(Stored data)
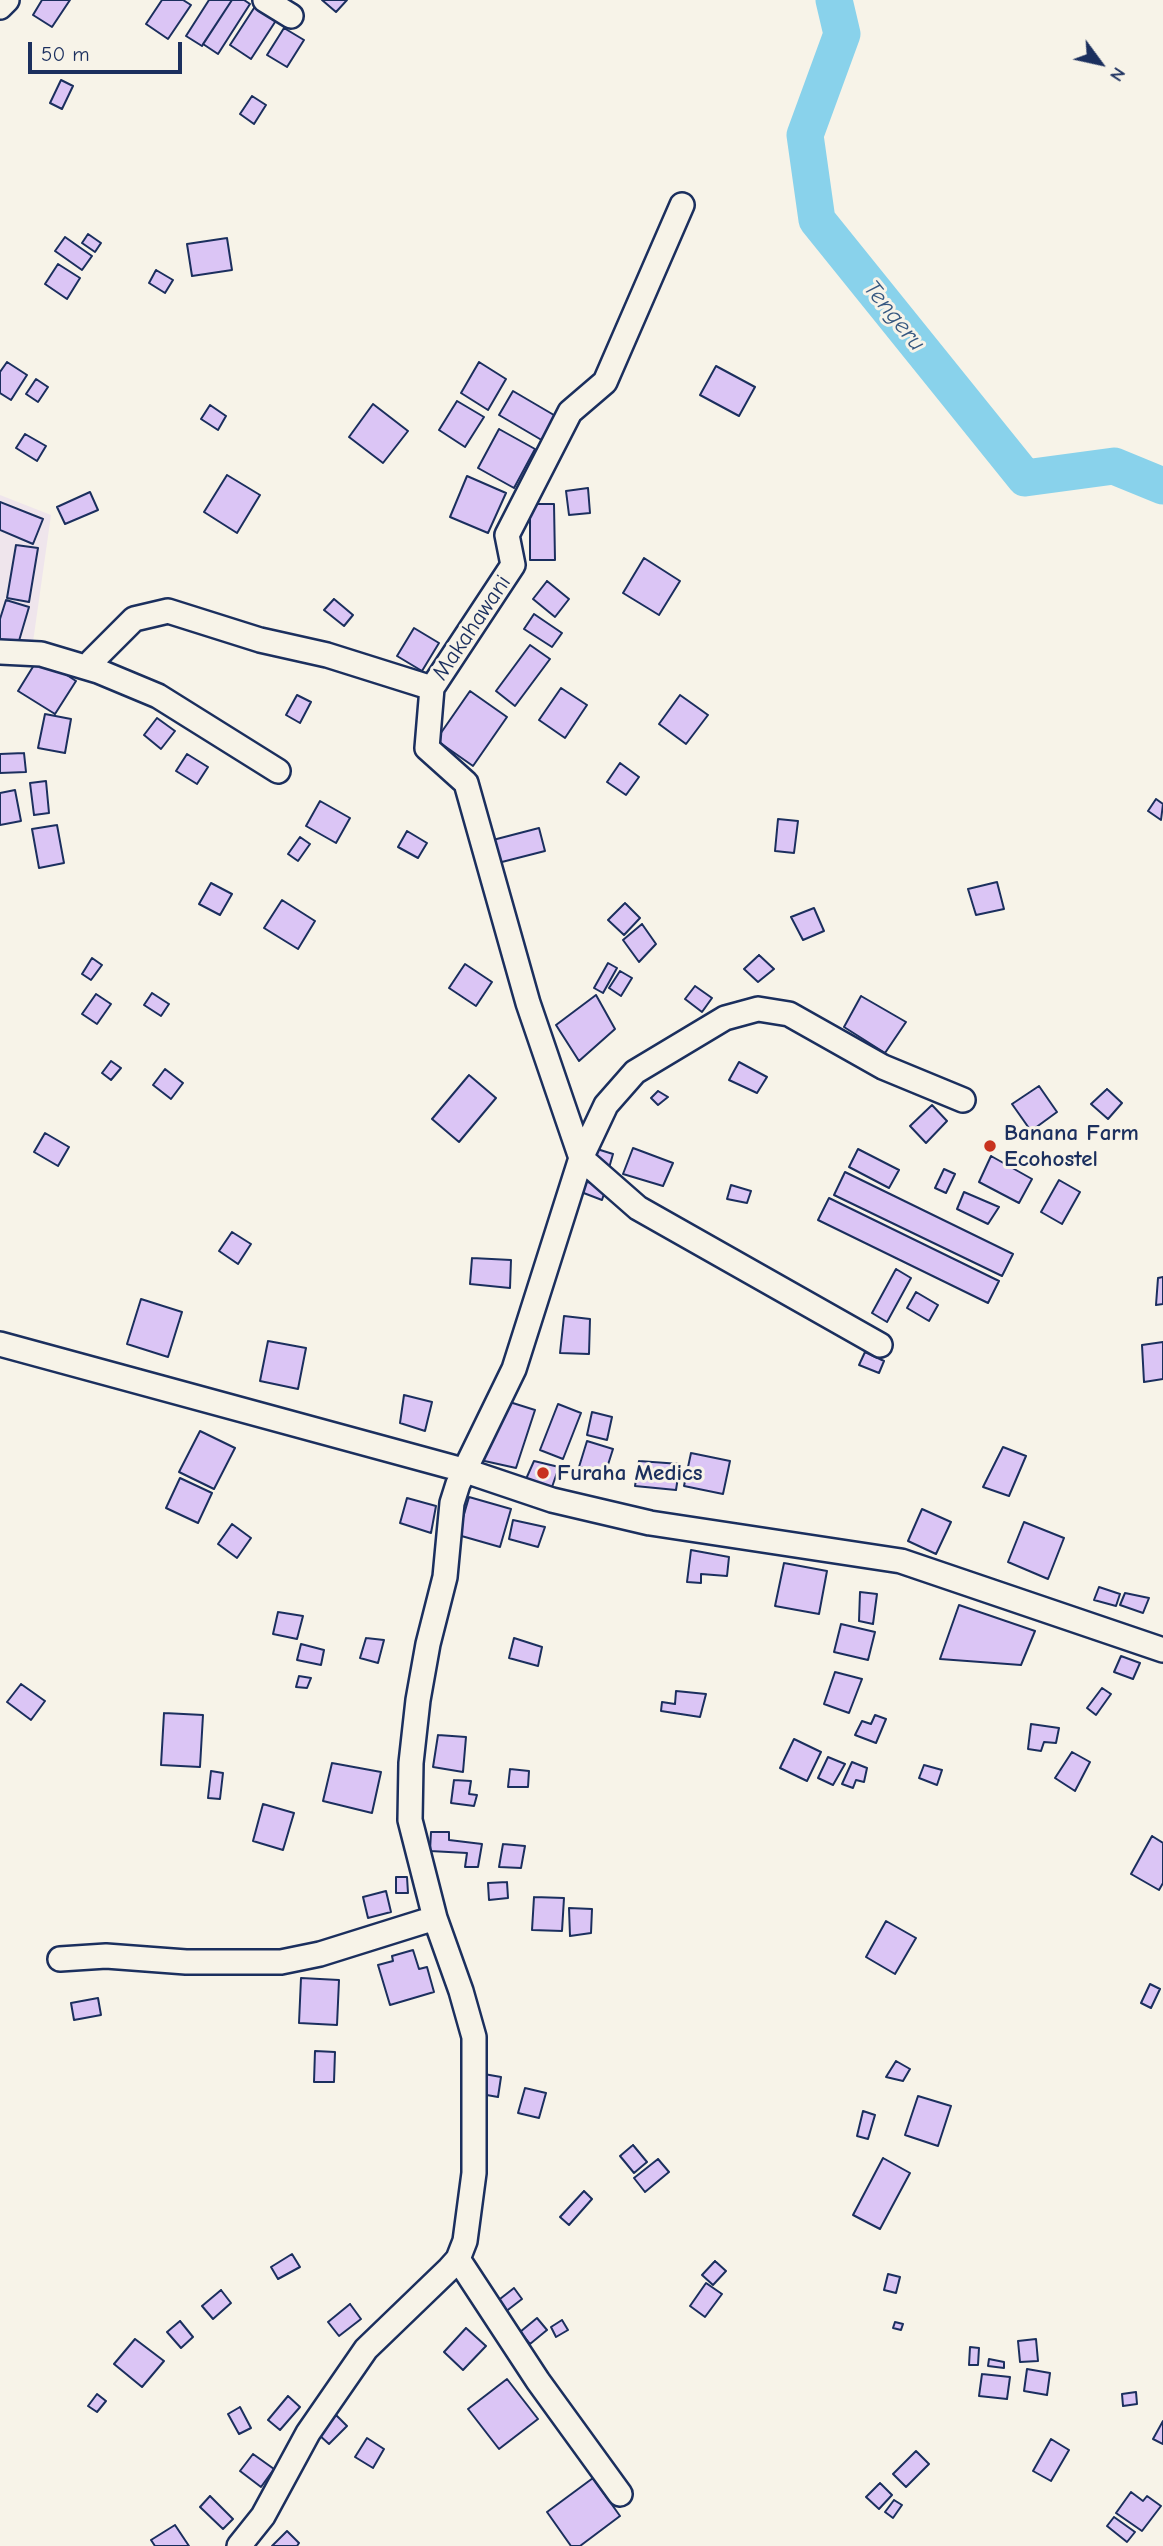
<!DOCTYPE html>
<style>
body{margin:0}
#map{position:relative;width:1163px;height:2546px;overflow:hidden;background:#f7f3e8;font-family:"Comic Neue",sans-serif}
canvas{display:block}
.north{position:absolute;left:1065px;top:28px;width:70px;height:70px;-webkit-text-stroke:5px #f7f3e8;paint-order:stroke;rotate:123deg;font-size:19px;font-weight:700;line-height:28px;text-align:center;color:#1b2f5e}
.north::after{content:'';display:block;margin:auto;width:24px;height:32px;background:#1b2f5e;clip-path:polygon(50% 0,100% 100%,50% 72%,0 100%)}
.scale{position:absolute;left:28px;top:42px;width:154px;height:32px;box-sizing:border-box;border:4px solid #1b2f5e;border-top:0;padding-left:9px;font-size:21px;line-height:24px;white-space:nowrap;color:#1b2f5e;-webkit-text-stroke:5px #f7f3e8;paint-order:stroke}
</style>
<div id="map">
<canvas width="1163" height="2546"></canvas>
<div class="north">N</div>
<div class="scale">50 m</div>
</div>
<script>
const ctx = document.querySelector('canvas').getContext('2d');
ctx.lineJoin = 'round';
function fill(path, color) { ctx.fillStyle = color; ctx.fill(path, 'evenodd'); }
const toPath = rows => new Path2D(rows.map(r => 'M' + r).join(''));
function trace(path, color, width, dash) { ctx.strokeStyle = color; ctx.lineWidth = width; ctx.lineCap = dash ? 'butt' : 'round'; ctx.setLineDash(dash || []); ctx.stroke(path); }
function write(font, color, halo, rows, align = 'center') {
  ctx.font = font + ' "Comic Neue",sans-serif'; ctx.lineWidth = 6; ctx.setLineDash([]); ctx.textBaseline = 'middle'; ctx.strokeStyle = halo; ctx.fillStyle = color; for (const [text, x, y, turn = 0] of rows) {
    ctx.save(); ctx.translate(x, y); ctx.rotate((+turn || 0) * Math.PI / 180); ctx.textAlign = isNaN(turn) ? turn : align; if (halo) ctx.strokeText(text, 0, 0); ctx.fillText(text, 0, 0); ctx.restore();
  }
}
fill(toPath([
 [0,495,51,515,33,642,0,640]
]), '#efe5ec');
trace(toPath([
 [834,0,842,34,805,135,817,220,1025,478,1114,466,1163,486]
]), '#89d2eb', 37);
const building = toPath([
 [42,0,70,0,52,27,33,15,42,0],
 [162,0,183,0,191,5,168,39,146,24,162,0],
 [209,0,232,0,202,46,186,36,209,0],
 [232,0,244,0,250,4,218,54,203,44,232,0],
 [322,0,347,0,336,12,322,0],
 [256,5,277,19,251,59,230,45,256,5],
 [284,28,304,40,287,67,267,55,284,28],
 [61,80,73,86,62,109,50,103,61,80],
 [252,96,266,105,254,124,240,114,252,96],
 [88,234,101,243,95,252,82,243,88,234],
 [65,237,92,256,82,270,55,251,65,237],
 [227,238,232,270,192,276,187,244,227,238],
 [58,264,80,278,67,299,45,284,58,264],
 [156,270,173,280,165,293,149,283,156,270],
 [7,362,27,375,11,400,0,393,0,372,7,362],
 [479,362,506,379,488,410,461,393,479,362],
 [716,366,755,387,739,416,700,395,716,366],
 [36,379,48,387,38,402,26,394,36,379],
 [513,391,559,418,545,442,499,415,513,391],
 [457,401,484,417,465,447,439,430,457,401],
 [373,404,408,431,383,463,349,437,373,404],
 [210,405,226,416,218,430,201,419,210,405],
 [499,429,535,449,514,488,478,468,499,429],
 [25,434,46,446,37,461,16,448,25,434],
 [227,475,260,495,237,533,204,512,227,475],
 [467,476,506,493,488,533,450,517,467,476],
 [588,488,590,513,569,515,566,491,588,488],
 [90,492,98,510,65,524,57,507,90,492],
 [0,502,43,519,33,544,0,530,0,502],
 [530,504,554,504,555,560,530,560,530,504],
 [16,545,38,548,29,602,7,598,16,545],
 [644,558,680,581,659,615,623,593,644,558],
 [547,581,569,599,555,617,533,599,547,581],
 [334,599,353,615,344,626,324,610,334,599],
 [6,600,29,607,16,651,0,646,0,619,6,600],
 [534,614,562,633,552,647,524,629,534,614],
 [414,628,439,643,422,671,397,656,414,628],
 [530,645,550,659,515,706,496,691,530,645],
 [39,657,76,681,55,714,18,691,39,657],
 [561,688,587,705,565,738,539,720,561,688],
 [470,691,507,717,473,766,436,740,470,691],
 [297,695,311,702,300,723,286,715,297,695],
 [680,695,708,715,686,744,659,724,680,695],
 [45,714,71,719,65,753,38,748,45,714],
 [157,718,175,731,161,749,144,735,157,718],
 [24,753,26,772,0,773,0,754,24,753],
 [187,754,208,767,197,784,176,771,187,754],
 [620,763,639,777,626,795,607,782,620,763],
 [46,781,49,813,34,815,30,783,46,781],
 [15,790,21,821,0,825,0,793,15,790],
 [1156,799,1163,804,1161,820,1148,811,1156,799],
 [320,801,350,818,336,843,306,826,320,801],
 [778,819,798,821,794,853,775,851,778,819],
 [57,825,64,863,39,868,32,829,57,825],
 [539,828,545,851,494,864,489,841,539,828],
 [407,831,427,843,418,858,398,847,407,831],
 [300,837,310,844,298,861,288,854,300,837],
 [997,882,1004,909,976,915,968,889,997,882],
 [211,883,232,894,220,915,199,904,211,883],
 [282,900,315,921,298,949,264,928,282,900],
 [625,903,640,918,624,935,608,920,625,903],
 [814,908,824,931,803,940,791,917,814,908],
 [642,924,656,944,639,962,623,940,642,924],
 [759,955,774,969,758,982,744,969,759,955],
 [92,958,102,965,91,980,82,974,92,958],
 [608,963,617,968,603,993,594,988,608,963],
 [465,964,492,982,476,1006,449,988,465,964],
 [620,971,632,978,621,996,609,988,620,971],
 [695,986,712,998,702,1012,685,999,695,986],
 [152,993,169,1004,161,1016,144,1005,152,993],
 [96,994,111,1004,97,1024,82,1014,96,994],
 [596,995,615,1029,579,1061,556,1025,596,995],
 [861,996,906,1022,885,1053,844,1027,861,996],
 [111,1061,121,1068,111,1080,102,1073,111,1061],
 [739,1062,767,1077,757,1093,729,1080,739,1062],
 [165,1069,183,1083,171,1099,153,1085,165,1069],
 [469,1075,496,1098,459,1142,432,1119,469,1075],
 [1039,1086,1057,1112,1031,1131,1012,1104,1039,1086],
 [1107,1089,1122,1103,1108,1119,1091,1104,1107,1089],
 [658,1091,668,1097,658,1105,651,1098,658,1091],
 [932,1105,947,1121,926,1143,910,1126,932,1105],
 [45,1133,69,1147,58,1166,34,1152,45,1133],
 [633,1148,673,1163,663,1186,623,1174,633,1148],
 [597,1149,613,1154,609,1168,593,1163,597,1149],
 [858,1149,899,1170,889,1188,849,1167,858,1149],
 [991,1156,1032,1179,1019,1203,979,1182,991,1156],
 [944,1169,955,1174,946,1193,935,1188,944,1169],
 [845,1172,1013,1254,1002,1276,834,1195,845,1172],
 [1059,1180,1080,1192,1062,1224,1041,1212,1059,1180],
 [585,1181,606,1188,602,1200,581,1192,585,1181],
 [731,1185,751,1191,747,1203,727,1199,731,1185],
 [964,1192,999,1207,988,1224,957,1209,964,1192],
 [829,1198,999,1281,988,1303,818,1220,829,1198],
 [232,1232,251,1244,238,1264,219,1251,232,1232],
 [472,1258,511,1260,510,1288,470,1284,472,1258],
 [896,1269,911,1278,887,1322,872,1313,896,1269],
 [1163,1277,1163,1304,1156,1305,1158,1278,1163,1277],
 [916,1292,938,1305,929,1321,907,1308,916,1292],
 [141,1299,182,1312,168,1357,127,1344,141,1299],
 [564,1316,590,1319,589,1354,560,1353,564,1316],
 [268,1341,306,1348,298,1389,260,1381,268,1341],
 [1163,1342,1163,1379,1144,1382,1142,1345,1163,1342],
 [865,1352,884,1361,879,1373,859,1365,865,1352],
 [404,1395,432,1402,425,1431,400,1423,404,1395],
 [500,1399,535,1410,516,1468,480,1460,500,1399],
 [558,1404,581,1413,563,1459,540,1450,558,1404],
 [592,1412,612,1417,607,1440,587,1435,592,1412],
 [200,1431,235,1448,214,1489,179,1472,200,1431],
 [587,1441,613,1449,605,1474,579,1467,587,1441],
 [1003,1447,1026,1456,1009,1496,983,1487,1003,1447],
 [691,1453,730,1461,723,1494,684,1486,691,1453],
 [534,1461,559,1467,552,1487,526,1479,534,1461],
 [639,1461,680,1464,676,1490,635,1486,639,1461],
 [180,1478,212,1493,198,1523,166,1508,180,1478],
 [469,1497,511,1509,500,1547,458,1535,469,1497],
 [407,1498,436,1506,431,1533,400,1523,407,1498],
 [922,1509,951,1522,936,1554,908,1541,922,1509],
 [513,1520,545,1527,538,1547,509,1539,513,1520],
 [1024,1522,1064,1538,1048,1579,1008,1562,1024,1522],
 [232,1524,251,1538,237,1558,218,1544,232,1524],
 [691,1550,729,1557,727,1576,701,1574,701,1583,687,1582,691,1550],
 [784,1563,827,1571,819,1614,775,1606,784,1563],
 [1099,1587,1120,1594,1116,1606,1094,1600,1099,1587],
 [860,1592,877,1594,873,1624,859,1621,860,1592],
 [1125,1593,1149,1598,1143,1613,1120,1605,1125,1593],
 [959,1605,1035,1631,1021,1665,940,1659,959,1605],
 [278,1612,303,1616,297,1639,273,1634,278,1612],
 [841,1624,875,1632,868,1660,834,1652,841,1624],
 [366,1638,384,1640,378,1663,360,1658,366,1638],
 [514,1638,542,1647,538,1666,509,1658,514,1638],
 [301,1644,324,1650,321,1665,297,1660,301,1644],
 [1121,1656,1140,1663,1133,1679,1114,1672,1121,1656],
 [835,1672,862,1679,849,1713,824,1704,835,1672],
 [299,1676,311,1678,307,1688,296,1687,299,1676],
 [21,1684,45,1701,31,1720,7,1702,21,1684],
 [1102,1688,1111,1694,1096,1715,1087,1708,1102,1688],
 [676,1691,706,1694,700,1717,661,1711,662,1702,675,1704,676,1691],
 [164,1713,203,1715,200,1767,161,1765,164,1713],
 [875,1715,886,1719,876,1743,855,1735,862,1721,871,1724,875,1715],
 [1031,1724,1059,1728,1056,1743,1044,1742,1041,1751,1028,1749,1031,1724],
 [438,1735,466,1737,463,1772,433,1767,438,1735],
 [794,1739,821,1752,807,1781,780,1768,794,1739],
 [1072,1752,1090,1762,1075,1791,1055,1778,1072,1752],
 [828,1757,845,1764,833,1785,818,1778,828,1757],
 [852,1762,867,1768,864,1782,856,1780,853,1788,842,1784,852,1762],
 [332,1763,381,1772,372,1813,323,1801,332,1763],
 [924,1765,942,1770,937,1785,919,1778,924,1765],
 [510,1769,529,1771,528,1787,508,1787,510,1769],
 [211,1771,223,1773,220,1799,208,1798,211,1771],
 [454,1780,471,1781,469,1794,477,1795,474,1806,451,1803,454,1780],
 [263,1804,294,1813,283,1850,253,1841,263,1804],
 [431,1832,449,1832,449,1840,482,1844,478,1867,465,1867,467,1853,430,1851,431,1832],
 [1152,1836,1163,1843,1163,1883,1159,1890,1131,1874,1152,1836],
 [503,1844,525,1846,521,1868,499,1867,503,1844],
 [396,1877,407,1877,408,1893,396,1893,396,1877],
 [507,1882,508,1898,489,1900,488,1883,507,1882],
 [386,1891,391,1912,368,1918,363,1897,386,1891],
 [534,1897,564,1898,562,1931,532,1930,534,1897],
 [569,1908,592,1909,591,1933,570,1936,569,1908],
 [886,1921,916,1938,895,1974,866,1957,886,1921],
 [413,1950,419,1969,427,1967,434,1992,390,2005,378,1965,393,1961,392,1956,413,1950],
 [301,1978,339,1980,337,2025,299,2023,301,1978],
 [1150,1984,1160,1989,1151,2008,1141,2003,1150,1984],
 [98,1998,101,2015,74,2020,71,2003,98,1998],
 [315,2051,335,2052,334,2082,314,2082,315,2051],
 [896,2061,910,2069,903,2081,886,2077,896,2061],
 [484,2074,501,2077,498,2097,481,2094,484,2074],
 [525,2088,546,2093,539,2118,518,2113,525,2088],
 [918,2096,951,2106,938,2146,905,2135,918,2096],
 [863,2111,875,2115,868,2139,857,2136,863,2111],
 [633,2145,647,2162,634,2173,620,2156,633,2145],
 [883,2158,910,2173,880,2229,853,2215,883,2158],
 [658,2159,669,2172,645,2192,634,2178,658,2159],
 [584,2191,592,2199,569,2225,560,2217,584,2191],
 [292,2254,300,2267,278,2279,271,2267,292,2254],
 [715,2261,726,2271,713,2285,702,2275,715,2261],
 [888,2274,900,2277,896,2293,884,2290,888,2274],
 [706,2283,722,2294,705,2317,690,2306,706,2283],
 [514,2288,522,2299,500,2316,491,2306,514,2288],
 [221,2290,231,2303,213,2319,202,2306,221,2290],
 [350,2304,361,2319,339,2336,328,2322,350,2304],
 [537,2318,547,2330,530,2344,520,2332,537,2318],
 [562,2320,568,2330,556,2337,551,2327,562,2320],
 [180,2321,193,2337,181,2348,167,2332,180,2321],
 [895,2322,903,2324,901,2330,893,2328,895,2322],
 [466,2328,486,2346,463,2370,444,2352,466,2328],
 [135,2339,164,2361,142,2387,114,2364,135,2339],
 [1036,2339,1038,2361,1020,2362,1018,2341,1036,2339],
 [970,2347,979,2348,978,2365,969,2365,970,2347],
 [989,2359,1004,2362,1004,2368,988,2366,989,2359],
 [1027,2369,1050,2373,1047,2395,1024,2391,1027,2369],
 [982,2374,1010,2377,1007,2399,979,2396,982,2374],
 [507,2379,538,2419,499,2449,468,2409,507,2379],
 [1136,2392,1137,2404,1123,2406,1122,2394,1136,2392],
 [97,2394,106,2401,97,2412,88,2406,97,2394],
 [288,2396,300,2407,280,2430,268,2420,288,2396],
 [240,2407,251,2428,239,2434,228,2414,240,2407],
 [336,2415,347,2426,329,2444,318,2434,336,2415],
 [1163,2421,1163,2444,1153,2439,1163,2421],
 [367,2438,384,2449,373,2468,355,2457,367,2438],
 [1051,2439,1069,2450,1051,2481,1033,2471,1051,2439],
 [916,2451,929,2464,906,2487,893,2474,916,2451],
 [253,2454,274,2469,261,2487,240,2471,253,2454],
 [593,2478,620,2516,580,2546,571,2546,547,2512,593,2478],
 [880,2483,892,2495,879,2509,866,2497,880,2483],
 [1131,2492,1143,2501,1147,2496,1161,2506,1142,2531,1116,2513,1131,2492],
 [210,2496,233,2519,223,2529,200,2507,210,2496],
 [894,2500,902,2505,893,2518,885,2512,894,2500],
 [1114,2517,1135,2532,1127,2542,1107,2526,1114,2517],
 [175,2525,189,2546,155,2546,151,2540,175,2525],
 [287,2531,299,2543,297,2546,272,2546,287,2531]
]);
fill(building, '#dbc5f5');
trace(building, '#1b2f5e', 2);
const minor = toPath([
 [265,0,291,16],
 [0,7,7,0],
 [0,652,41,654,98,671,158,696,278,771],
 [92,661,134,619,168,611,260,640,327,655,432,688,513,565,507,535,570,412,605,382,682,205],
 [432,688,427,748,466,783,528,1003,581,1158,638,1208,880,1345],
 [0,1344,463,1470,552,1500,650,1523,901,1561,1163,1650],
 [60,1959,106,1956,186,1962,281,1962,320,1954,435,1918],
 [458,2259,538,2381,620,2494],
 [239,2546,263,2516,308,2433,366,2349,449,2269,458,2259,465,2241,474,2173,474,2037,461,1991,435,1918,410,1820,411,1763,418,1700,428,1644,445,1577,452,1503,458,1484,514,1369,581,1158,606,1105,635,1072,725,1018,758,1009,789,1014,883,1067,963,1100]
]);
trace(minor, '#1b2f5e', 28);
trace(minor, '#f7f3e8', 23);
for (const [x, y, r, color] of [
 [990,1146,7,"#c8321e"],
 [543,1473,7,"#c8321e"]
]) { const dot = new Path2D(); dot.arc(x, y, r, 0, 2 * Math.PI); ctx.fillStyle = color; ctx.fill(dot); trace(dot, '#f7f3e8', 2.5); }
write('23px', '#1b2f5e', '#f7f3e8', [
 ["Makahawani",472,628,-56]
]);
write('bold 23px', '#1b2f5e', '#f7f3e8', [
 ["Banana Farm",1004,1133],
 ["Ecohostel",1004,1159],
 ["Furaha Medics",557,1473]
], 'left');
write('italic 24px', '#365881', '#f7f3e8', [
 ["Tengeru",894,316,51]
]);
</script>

# Try it
The answer should consist of every line above in which "order" appears.

# Task solution
.north{position:absolute;left:1065px;top:28px;width:70px;height:70px;-webkit-text-stroke:5px #f7f3e8;paint-order:stroke;rotate:123deg;font-size:19px;font-weight:700;line-height:28px;text-align:center;color:#1b2f5e}
.scale{position:absolute;left:28px;top:42px;width:154px;height:32px;box-sizing:border-box;border:4px solid #1b2f5e;border-top:0;padding-left:9px;font-size:21px;line-height:24px;white-space:nowrap;color:#1b2f5e;-webkit-text-stroke:5px #f7f3e8;paint-order:stroke}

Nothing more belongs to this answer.